-- Task to complete --
Each of the entries below is to be written out exactly, and the images skipped.

* * *

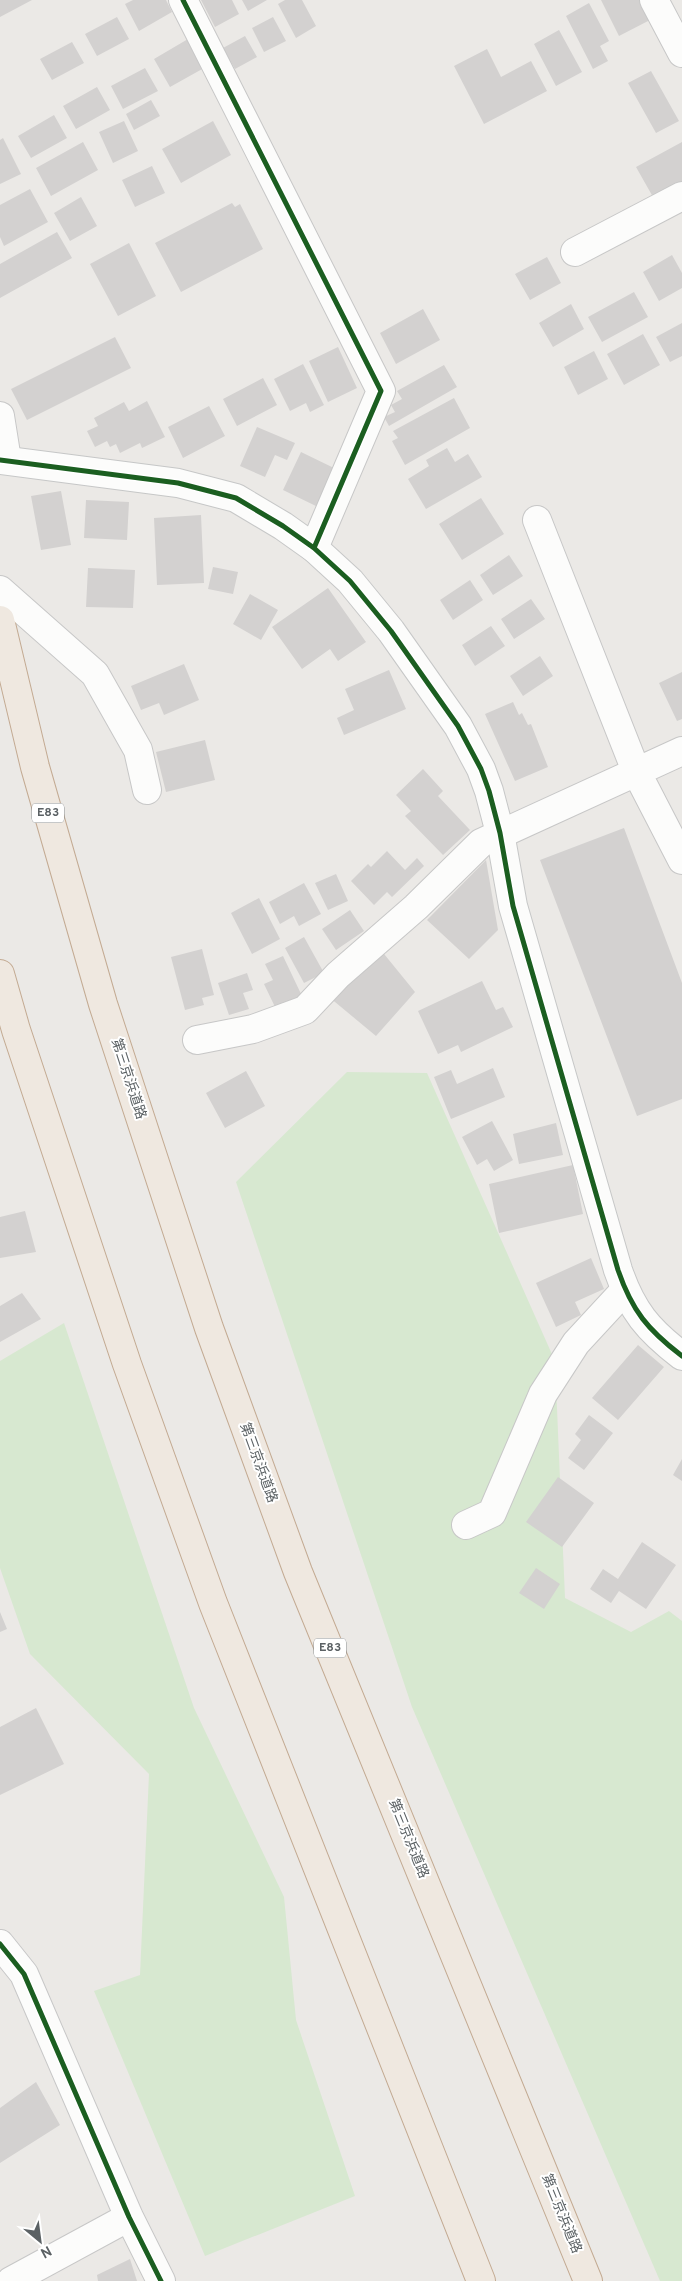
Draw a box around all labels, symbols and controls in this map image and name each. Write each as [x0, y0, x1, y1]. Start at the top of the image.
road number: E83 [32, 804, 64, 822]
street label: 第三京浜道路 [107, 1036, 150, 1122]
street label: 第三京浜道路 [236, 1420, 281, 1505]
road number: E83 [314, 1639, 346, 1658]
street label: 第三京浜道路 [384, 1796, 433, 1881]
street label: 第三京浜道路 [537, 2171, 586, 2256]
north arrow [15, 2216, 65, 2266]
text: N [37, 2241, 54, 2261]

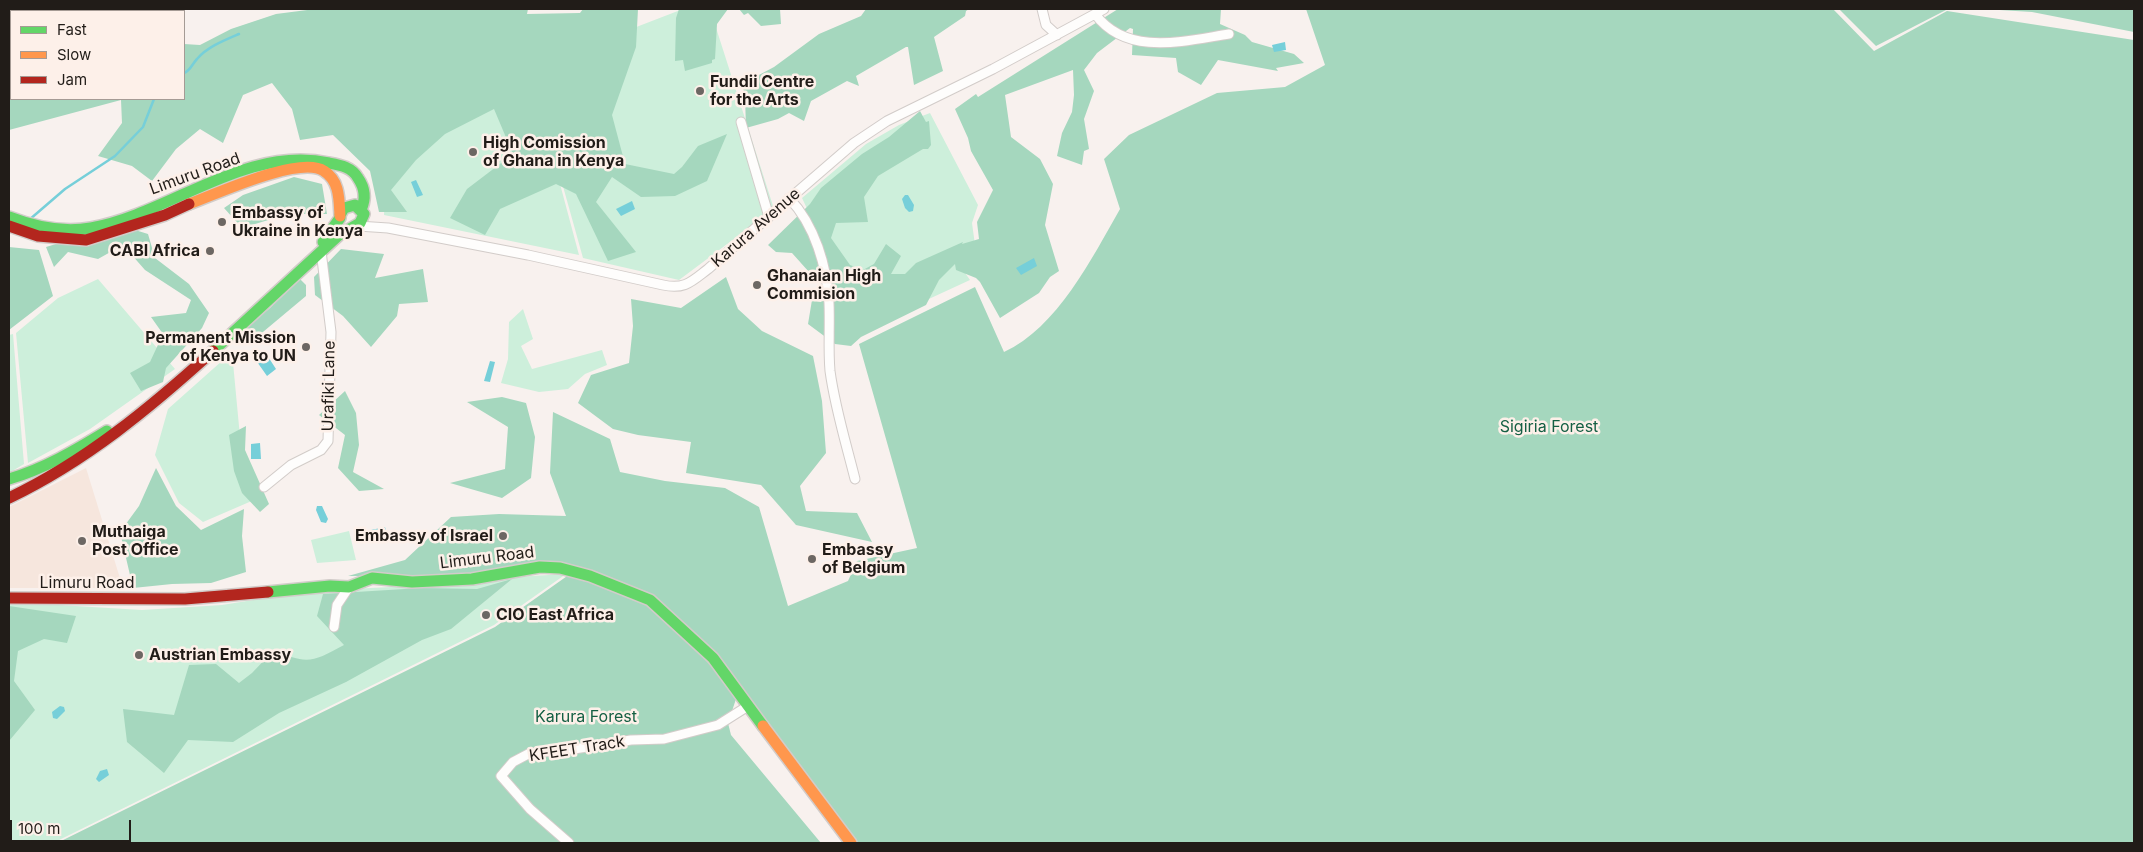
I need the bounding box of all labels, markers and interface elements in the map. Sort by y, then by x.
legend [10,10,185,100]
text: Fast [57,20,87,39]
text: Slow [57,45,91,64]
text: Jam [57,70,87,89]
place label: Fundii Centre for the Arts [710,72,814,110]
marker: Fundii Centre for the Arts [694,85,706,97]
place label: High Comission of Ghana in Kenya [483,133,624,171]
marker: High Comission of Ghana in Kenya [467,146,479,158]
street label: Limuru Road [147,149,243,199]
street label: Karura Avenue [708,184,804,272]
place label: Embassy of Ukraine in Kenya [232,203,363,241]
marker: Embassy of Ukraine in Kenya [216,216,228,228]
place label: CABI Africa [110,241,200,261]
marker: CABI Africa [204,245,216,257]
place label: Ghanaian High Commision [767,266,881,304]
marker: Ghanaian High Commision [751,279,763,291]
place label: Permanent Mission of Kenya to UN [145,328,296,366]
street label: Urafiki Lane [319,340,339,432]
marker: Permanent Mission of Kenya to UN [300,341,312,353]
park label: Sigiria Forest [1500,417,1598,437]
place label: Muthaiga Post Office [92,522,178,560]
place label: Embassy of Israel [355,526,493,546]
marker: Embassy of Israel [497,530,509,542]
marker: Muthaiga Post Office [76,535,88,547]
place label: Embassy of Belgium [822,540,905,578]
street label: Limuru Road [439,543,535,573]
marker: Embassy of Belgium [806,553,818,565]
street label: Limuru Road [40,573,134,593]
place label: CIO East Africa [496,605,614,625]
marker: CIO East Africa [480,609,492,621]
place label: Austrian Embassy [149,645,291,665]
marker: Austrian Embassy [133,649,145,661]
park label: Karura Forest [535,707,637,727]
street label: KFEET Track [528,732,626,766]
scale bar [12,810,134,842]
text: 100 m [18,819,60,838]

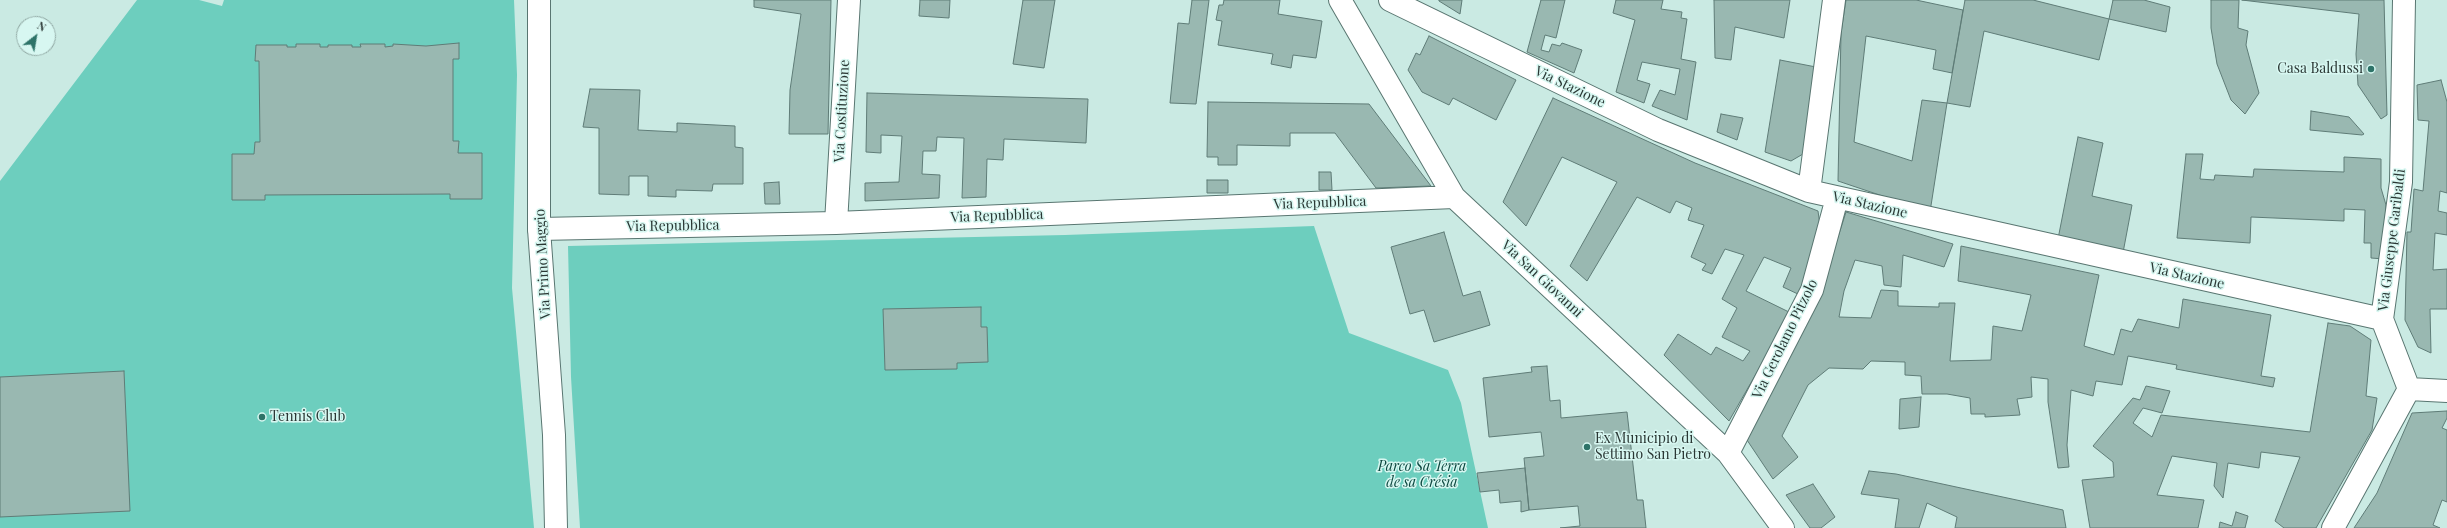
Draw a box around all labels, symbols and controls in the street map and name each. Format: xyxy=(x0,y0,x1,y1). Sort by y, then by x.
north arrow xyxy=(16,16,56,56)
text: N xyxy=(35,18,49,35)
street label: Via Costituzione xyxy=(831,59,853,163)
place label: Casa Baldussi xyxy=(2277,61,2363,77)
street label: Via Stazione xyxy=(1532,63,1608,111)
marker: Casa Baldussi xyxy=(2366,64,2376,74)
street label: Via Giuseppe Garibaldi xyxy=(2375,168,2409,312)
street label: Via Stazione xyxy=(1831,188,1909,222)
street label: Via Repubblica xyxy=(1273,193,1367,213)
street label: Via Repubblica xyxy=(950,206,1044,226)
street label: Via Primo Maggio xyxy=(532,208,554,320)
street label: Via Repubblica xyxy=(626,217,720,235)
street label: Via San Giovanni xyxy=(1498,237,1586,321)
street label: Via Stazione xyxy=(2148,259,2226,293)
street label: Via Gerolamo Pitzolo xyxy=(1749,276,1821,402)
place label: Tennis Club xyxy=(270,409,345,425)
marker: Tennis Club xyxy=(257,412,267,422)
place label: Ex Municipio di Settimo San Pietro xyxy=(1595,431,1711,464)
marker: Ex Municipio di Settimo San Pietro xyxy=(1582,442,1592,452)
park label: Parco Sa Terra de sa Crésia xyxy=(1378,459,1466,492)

* * *

-- Answer to this problem --
Draw a box around all labels, symbols and controls in this map image and name each. Write each as [x0, y0, x1, y1]. Start at the top of the image.
road number: E83 [32, 804, 64, 822]
street label: 第三京浜道路 [107, 1036, 150, 1122]
street label: 第三京浜道路 [236, 1420, 281, 1505]
road number: E83 [314, 1639, 346, 1658]
street label: 第三京浜道路 [384, 1796, 433, 1881]
street label: 第三京浜道路 [537, 2171, 586, 2256]
north arrow [15, 2216, 65, 2266]
text: N [37, 2241, 54, 2261]

I need the bounding box of all labels, markers and interface elements in the map. Sort by y, then by x.
legend [10,10,185,100]
text: Fast [57,20,87,39]
text: Slow [57,45,91,64]
text: Jam [57,70,87,89]
place label: Fundii Centre for the Arts [710,72,814,110]
marker: Fundii Centre for the Arts [694,85,706,97]
place label: High Comission of Ghana in Kenya [483,133,624,171]
marker: High Comission of Ghana in Kenya [467,146,479,158]
street label: Limuru Road [147,149,243,199]
street label: Karura Avenue [708,184,804,272]
place label: Embassy of Ukraine in Kenya [232,203,363,241]
marker: Embassy of Ukraine in Kenya [216,216,228,228]
place label: CABI Africa [110,241,200,261]
marker: CABI Africa [204,245,216,257]
place label: Ghanaian High Commision [767,266,881,304]
marker: Ghanaian High Commision [751,279,763,291]
place label: Permanent Mission of Kenya to UN [145,328,296,366]
street label: Urafiki Lane [319,340,339,432]
marker: Permanent Mission of Kenya to UN [300,341,312,353]
park label: Sigiria Forest [1500,417,1598,437]
place label: Muthaiga Post Office [92,522,178,560]
place label: Embassy of Israel [355,526,493,546]
marker: Embassy of Israel [497,530,509,542]
marker: Muthaiga Post Office [76,535,88,547]
place label: Embassy of Belgium [822,540,905,578]
street label: Limuru Road [439,543,535,573]
marker: Embassy of Belgium [806,553,818,565]
street label: Limuru Road [40,573,134,593]
place label: CIO East Africa [496,605,614,625]
marker: CIO East Africa [480,609,492,621]
place label: Austrian Embassy [149,645,291,665]
marker: Austrian Embassy [133,649,145,661]
park label: Karura Forest [535,707,637,727]
street label: KFEET Track [528,732,626,766]
scale bar [12,810,134,842]
text: 100 m [18,819,60,838]

Draw a box around all labels, symbols and controls in the street map and name each. Format: xyxy=(x0,y0,x1,y1). Sort by y, then by x.
north arrow xyxy=(16,16,56,56)
text: N xyxy=(35,18,49,35)
street label: Via Costituzione xyxy=(831,59,853,163)
place label: Casa Baldussi xyxy=(2277,61,2363,77)
street label: Via Stazione xyxy=(1532,63,1608,111)
marker: Casa Baldussi xyxy=(2366,64,2376,74)
street label: Via Giuseppe Garibaldi xyxy=(2375,168,2409,312)
street label: Via Stazione xyxy=(1831,188,1909,222)
street label: Via Repubblica xyxy=(1273,193,1367,213)
street label: Via Repubblica xyxy=(950,206,1044,226)
street label: Via Primo Maggio xyxy=(532,208,554,320)
street label: Via Repubblica xyxy=(626,217,720,235)
street label: Via San Giovanni xyxy=(1498,237,1586,321)
street label: Via Stazione xyxy=(2148,259,2226,293)
street label: Via Gerolamo Pitzolo xyxy=(1749,276,1821,402)
place label: Tennis Club xyxy=(270,409,345,425)
marker: Tennis Club xyxy=(257,412,267,422)
place label: Ex Municipio di Settimo San Pietro xyxy=(1595,431,1711,464)
marker: Ex Municipio di Settimo San Pietro xyxy=(1582,442,1592,452)
park label: Parco Sa Terra de sa Crésia xyxy=(1378,459,1466,492)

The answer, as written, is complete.